[[ Records for the exercise open ]]

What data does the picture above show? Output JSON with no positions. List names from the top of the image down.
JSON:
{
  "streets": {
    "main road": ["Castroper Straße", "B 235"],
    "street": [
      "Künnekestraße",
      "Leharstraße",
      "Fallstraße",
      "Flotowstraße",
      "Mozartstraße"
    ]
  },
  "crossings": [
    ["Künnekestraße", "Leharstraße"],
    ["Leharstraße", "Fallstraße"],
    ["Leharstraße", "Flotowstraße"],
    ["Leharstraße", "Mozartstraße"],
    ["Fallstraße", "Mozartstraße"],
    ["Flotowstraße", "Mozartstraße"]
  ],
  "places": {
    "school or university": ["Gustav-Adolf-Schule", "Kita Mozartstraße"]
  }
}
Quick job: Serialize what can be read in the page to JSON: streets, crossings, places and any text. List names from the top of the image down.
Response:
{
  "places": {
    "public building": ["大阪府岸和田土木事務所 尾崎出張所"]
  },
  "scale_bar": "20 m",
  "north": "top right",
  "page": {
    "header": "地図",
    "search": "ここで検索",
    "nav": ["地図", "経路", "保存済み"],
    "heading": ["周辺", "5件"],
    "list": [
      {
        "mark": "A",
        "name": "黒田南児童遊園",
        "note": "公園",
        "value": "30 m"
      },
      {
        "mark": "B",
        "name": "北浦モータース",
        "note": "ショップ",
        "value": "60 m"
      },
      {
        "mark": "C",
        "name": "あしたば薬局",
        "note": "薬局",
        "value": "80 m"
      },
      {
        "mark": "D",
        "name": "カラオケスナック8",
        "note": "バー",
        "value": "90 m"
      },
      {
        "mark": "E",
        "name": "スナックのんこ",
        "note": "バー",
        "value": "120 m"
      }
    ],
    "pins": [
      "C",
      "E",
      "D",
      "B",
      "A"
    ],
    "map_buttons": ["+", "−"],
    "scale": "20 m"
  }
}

[[ Records for the exercise closed ]]

(Task to complete) Every line of the data above that contains the word "names" should be counted; please give the total alone.

(Solved problem) 2